Nicola Richards, director of Palms Row Health Care, said:

“As an organisation with a large female workforce, International Women’s Day was the perfect opportunity to thank our wonderful staff members for everything they do, as well as learn more about the lives of some of our residents and help tell their stories to a wider audience. Care workers play an absolutely vital role but their work often goes unnoticed or underappreciated. Meanwhile, older women are some of the least ‘visible’ in society. We wanted to tackle both issues by using our platforms to celebrate their lives and what they bring to our community.”
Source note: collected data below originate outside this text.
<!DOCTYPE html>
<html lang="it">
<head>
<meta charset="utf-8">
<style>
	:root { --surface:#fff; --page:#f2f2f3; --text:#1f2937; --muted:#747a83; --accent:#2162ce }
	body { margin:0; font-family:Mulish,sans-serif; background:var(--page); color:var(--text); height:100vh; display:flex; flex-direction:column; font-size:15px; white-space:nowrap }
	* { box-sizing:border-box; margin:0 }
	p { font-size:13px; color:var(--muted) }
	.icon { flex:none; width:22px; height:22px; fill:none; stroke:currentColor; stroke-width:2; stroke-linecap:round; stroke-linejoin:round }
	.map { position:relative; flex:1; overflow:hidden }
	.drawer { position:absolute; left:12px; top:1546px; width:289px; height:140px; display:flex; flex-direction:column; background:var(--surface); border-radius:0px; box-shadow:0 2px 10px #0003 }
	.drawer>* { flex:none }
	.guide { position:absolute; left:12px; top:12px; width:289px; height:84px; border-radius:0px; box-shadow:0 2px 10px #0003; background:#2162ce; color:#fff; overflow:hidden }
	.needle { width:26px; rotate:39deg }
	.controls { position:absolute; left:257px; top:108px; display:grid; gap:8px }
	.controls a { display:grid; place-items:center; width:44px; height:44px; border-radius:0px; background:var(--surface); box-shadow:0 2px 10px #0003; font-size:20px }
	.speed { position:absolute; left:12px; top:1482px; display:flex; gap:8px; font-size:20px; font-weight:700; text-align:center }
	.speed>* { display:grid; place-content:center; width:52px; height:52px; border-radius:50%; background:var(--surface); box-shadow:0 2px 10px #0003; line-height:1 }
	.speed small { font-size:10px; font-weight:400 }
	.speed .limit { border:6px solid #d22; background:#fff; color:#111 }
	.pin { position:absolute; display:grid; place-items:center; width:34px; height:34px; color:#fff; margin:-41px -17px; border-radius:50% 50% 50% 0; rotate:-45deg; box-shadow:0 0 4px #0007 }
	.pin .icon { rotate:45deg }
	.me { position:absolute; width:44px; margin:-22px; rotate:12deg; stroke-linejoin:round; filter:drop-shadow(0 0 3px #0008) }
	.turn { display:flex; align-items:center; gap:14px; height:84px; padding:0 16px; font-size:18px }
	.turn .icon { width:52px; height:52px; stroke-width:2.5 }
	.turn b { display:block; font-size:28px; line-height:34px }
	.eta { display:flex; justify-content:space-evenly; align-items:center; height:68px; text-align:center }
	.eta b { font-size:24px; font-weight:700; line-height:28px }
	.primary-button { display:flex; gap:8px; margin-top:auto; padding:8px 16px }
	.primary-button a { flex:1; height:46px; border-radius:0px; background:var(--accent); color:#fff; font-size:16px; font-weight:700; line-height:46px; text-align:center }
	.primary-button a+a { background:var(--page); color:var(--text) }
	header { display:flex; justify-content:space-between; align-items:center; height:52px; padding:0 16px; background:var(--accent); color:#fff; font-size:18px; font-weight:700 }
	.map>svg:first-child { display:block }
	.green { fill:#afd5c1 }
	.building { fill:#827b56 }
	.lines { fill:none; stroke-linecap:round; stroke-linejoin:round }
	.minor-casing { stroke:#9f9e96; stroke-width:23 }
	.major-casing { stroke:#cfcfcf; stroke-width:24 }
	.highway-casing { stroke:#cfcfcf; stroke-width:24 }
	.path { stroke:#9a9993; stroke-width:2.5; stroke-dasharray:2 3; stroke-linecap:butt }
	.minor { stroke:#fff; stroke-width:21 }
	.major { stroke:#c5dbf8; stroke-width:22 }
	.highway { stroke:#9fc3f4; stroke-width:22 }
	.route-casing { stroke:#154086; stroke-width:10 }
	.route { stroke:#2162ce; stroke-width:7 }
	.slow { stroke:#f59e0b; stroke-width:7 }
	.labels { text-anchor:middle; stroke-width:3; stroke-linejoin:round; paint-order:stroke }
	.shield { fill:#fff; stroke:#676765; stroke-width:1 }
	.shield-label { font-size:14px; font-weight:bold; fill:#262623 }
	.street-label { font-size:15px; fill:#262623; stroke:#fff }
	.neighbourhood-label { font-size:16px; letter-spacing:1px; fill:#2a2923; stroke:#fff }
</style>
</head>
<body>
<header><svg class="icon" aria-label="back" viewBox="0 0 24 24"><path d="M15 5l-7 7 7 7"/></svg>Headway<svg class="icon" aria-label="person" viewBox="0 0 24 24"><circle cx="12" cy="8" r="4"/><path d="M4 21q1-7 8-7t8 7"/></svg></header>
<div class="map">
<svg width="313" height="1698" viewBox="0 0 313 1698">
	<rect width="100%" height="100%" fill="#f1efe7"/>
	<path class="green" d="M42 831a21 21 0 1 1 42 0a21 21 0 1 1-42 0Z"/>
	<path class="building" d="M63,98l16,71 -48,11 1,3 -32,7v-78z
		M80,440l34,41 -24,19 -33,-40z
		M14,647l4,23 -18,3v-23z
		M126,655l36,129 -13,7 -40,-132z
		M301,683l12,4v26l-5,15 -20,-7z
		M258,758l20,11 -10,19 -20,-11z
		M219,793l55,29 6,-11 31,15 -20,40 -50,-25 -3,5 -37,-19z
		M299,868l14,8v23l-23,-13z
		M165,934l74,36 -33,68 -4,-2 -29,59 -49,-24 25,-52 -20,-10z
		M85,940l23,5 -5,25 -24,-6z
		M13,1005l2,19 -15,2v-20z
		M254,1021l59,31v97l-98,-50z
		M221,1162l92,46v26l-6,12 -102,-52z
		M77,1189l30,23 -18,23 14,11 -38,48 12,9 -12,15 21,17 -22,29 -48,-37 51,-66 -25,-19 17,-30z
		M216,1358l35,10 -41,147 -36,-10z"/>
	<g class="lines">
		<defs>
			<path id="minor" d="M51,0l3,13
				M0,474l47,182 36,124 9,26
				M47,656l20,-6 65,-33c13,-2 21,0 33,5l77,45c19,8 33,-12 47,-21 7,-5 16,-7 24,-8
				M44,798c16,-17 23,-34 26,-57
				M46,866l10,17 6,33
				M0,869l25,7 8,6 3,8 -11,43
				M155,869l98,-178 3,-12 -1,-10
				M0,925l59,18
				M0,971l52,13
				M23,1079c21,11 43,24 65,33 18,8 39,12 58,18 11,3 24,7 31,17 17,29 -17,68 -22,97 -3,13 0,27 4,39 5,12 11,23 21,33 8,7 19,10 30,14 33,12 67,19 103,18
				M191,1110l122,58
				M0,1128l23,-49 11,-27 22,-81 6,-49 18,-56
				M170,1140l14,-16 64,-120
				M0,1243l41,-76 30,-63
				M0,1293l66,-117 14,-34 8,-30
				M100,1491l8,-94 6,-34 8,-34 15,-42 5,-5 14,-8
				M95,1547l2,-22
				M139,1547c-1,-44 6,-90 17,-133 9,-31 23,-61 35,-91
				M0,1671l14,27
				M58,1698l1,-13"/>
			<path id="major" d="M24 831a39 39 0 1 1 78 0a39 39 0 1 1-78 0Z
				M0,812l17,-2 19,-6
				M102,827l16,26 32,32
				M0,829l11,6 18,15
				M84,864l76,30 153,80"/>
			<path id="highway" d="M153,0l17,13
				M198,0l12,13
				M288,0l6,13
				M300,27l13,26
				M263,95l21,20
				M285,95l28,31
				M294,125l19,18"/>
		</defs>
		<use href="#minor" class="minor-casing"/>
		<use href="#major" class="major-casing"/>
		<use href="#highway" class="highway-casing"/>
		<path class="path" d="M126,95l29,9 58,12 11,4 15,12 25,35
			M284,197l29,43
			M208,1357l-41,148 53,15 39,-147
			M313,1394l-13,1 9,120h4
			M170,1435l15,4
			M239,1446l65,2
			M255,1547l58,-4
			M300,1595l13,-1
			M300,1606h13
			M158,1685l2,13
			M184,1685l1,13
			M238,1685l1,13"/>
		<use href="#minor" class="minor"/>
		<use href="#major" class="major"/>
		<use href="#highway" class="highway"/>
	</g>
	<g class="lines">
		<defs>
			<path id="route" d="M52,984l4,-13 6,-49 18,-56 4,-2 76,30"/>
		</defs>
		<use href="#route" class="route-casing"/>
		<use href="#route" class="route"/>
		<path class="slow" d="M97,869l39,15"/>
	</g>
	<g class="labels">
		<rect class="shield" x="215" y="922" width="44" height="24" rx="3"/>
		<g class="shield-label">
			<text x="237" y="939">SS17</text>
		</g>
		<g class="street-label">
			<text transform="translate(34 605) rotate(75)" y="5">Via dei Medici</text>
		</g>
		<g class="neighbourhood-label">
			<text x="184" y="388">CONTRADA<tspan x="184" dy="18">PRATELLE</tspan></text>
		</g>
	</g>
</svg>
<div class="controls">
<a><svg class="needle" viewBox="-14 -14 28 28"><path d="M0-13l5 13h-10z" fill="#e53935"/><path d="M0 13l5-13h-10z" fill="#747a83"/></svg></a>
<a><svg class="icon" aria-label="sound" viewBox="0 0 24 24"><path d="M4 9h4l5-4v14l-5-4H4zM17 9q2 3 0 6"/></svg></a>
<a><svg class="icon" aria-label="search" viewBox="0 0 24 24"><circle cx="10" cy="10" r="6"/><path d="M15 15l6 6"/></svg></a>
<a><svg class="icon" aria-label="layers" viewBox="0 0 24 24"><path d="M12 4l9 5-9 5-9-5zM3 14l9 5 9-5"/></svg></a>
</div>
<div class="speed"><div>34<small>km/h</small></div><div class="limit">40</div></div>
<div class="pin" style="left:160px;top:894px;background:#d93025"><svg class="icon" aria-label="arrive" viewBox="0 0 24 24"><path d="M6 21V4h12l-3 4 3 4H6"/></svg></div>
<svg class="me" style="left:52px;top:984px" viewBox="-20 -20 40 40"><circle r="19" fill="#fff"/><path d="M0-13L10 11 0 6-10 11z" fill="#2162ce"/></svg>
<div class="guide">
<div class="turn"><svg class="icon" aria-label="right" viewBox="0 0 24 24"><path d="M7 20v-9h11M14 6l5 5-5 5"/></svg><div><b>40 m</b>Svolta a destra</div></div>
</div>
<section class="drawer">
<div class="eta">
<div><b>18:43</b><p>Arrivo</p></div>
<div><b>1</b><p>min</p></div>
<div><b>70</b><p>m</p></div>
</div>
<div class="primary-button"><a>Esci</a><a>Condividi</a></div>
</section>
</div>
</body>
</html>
Some of the women featured as part of the social media takeover include:

  • Shirley (86) who was married to her husband Gordon for 66 years, until he passed away in 2019. She was employed as a comptometer operator, responsible for performing complicated calculations. An intrepid woman, Shirley loved to travel, visiting countries ranging from Spain to Australia, Italy to America.
  • Mabel (96) who grew up in Stocksbridge outside Sheffield with her brother and sister, now both sadly deceased. War broke out when Mabel was 14 years old and she remembers hearing bombs dropping on Sheffield, though her parents largely shielded her from the realities of the destruction being caused. She spent her entire working life at Fox’s Steel Works in Stocksbridge where she was employed as a tracer, responsible for tracing plans onto linen using ink; an important role in a male-dominated industry; and
  • Shirley (73) who worked as a health care assistant at Nether Edge Hospital. Always a determined woman, she went to University as a mature student and achieved a degree in Applied Social Studies (BA Hons) in 1991 when she was in her forties.